Denis Langlois, Le voyage de Nerval
En Orient, plusieurs fois, Gérard a cru la retrouver. En Égypte, au Liban… C’est parce qu’il l’avait perdue qu’il était parti en voyage. N’a-t-il pas tout dit dans son poème Artémis :
La Treizième revient… C’est encor la première
Et c’est toujours la seule, ou c’est le seul moment
Peu de temps auparavant, alors que tout était fini avec Jenny, l’actrice, son impossible grand amour, après s’être ruiné pour elle, il avait cru la retrouver au ciel, suivant son étoile, nu dans les rues – ce qui l’avait conduit à séjourner chez le docteur Blanche, psychiatre.

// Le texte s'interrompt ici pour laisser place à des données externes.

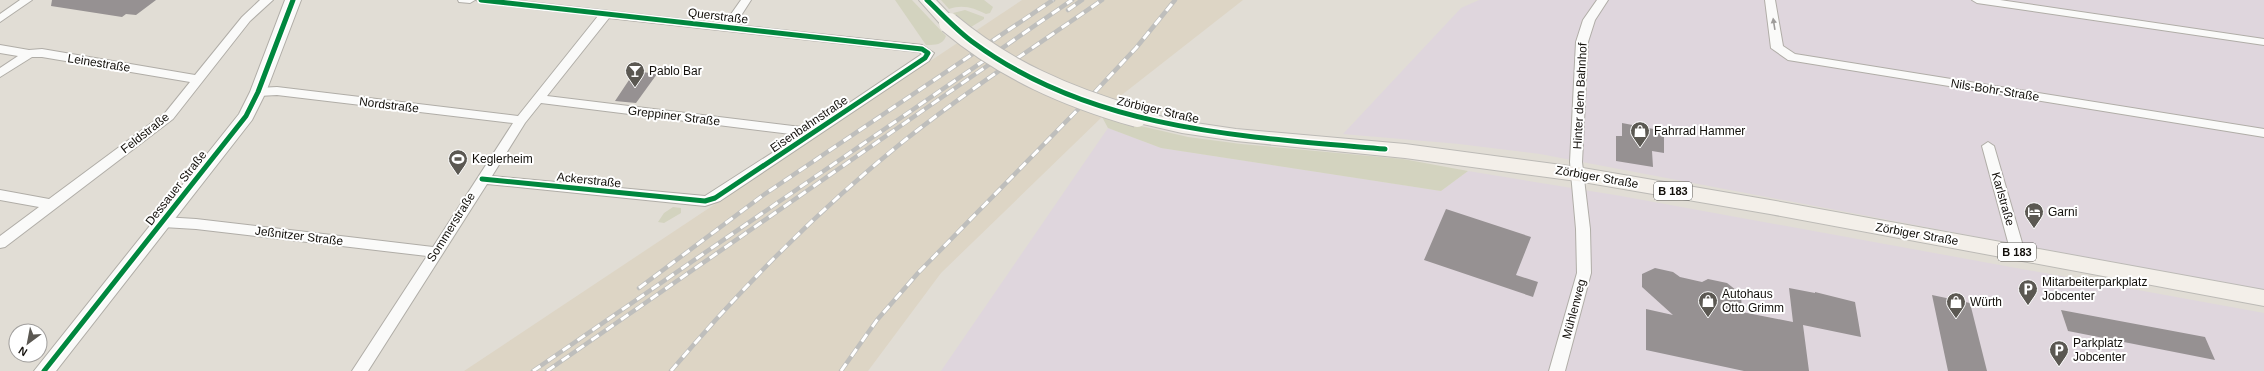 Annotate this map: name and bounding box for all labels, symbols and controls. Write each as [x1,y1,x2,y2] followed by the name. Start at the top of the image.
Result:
[687,5,749,27] street label: Querstraße
[1771,18,1777,30] one-way arrow
[1570,42,1590,150] street label: Hinter dem Bahnhof
[67,51,132,75] street label: Leinestraße
[624,60,646,88] bar icon: Pablo Bar
[649,64,702,78] place label: Pablo Bar
[1950,76,2041,104] street label: Nils-Bohr-Straße
[767,93,851,155] street label: Eisenbahnstraße
[358,94,420,116] street label: Nordstraße
[1115,94,1201,126] street label: Zörbiger Straße
[627,103,721,129] street label: Greppiner Straße
[118,110,172,156] street label: Feldstraße
[1629,120,1651,148] shop icon: Fahrrad Hammer
[1654,124,1745,138] place label: Fahrrad Hammer
[143,148,210,228] street label: Dessauer Straße
[447,148,469,176] sports icon: Keglerheim
[472,152,533,166] place label: Keglerheim
[1554,163,1640,191] street label: Zörbiger Straße
[556,170,622,190] street label: Ackerstraße
[1989,170,2017,228] street label: Karlstraße
[1654,182,1692,200] road number: B 183
[424,189,478,264] street label: Sommerstraße
[2023,201,2045,229] hotel icon: Garni
[2048,205,2077,219] place label: Garni
[1874,220,1960,248] street label: Zörbiger Straße
[254,224,344,248] street label: Jeßnitzer Straße
[1998,243,2036,261] road number: B 183
[2042,275,2147,303] place label: Mitarbeiterparkplatz Jobcenter
[1559,278,1589,340] street label: Mühlenweg
[2017,278,2039,306] parking icon: Mitarbeiterparkplatz Jobcenter
[1722,287,1784,315] place label: Autohaus Otto Grimm
[1697,290,1719,318] shop icon: Autohaus Otto Grimm
[1945,291,1967,319] shop icon: Würth
[1970,295,2002,309] place label: Würth
[8,323,48,363] north arrow
[2073,336,2126,364] place label: Parkplatz Jobcenter
[2048,339,2070,367] parking icon: Parkplatz Jobcenter
[16,344,29,359] text: N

Séjournant pour un temps au Liban, Denis Langlois recherche les traces de Gérard de Nerval, en vain. Les collines boisées, les jardins de Beyrouth ont été bétonnés. Il n’y a que les guerres pour continuer encore. Et les livres pour retrouver le poète : dans le Voyage en Orient, 945 pages, de quoi occuper notre auteur…
Ainsi s’instaure un dialogue par delà la mort et les siècles entre Langlois et Nerval – ce qui n’aurait étonné en rien notre Gérard. Ou, plutôt qu’un dialogue, une adresse où se mêlent reproches et admiration. Denis suit Gérard du Caire à Constantinople.
Denis Langlois, Le Voyage de Nerval, La Déviation, 2021, 232 pages, 18 €.
Ton voyage en Orient, lui dit Langlois en substance, tu l’as trouvé dans les livres que tu as pillés autant que sur le terrain, on ne saura jamais départager ce qui fut vrai, vécu, de ce que tu as compilé… mais du moment qu’on a l’ivresse, n’est-ce pas, et tu la cultives jusqu’à plus soif, du moment que le public lit avec avidité ton voyage dans la Revue des deux mondes et que tu touches quelques droits d’auteur…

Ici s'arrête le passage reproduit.